TASK PROMPT. The answer must be every line below that holds the word "image".

(TASK INPUT)

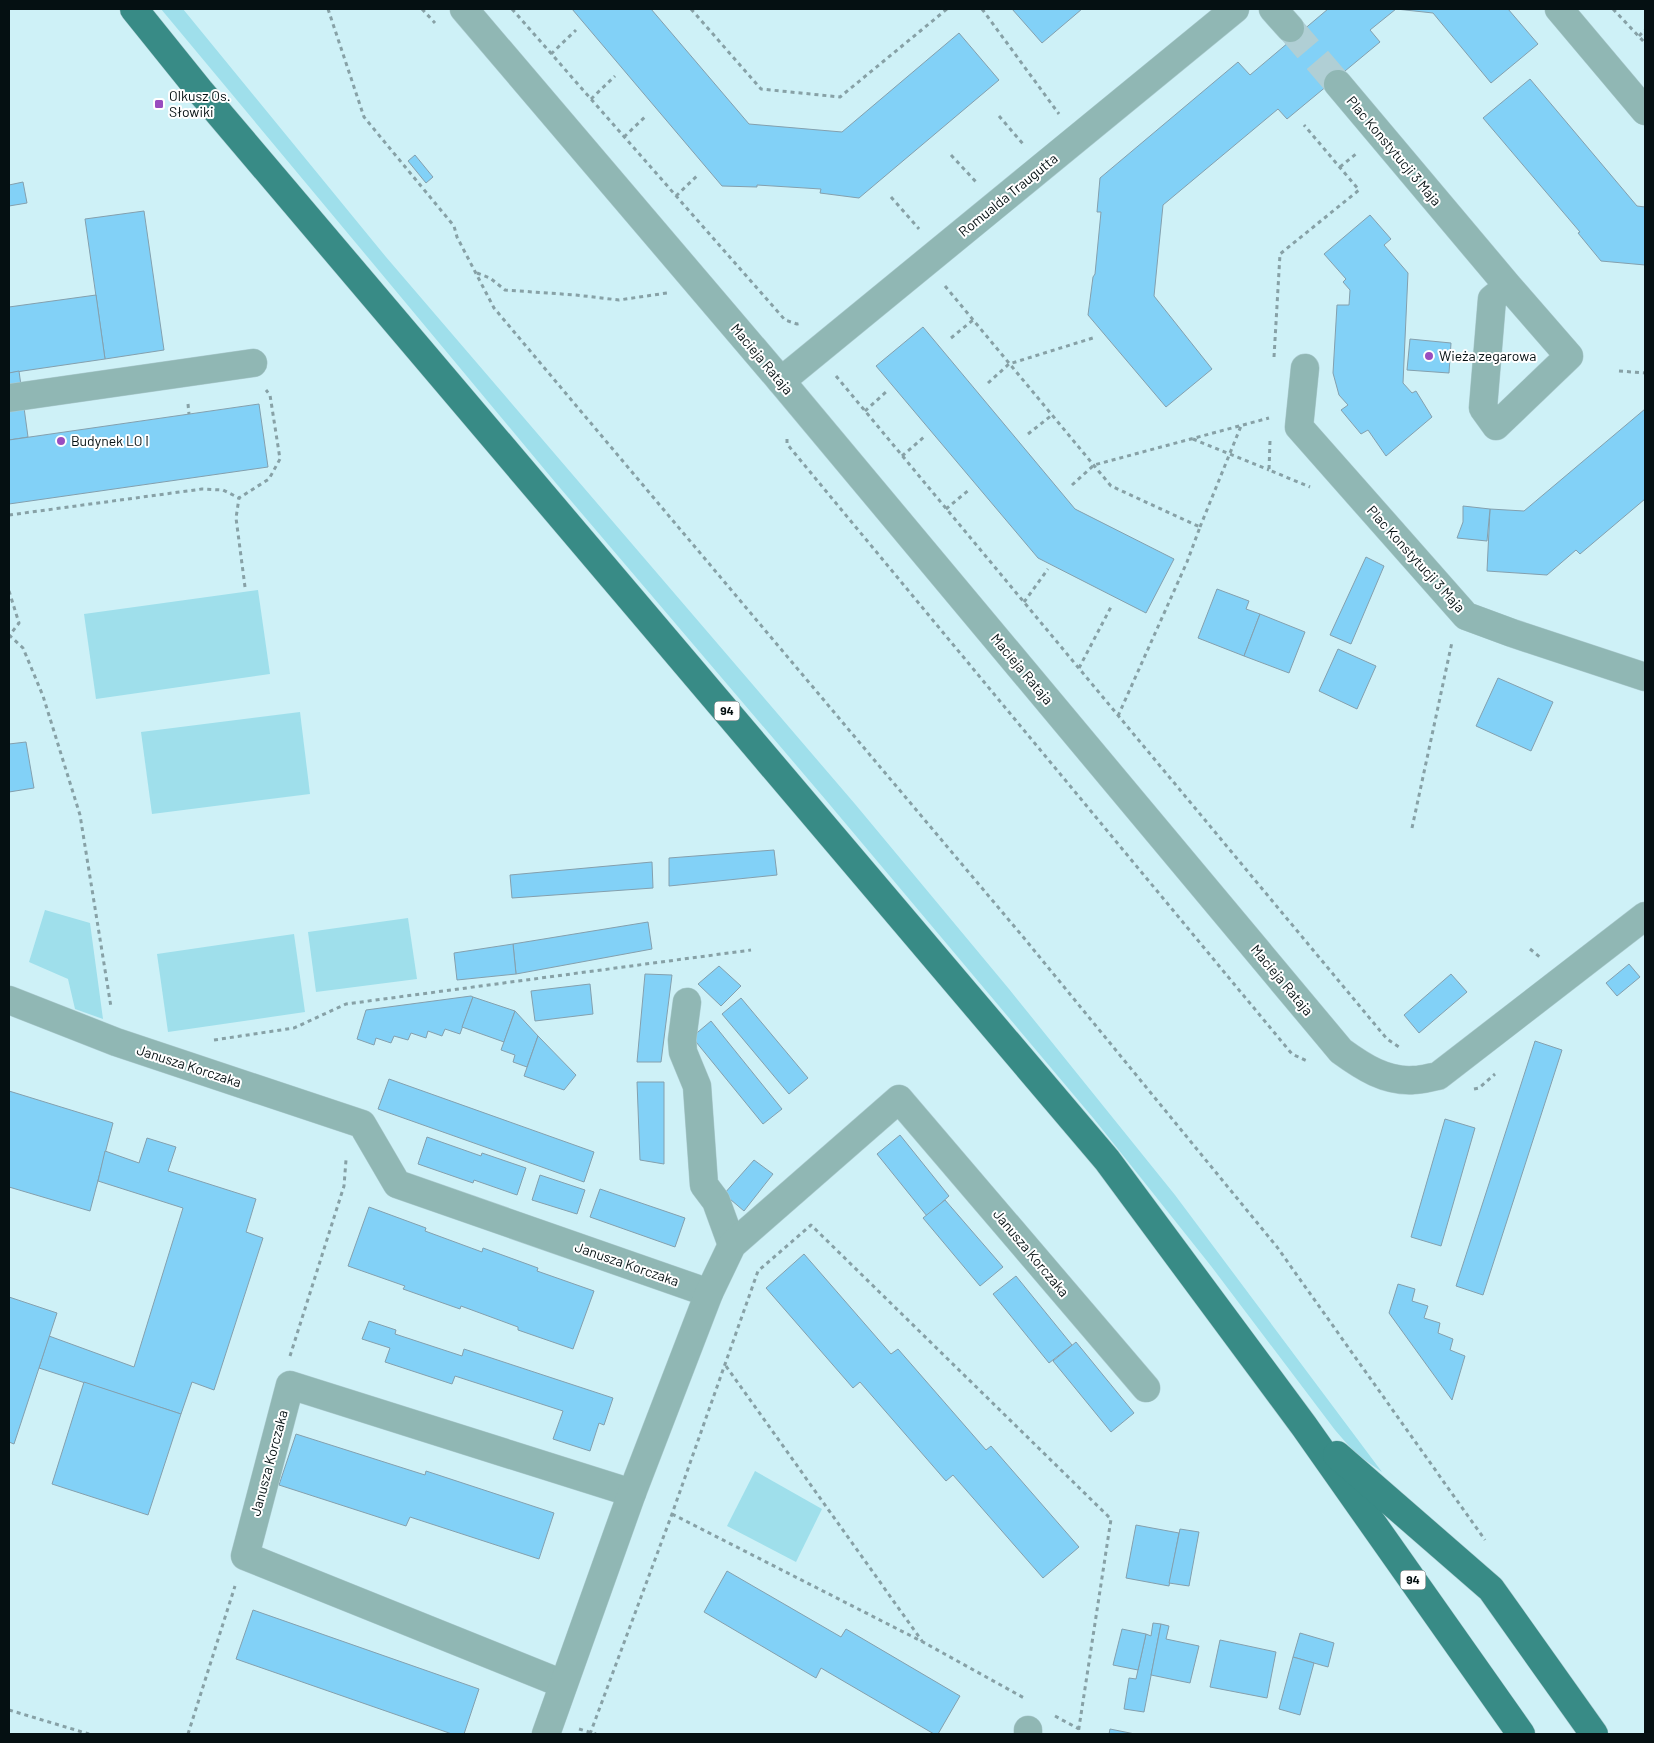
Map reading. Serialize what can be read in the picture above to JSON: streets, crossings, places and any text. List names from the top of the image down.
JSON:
{
  "streets": {
    "main road": ["94"],
    "street": [
      "Plac Konstytucji 3 Maja",
      "Romualda Traugutta",
      "Macieja Rataja",
      "Janusza Korczaka"
    ]
  },
  "crossings": [
    ["Romualda Traugutta", "Macieja Rataja"]
  ],
  "places": {
    "transit": ["Olkusz Os. Słowiki"],
    "other": ["Wieża zegarowa", "Budynek LO I"]
  }
}
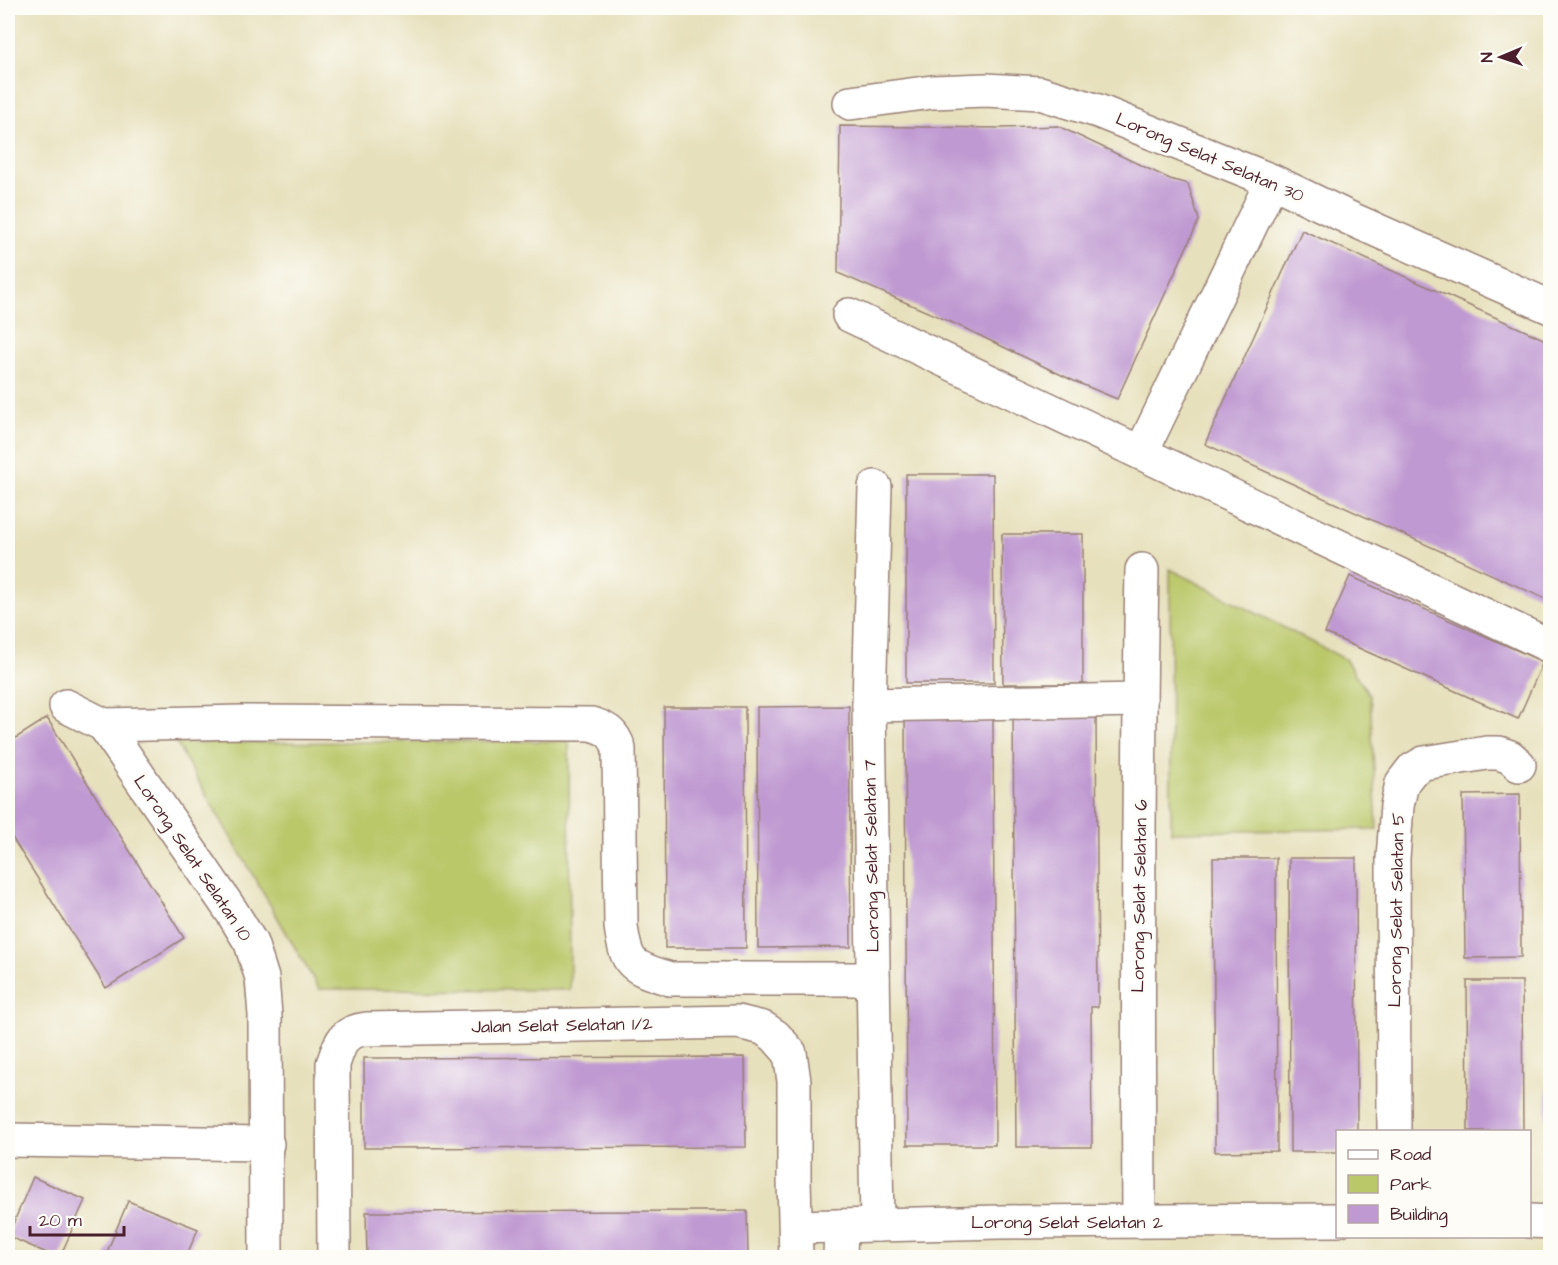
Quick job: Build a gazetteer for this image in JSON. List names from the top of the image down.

(End TASK INPUT)

COMPLETED EXERCISE.
Map reading. Serialize what can be read in the picture above to JSON: streets, crossings, places and any text. List names from the top of the image down.
Quick job: Build a gazetteer for this image in JSON. List names from the top of the image down.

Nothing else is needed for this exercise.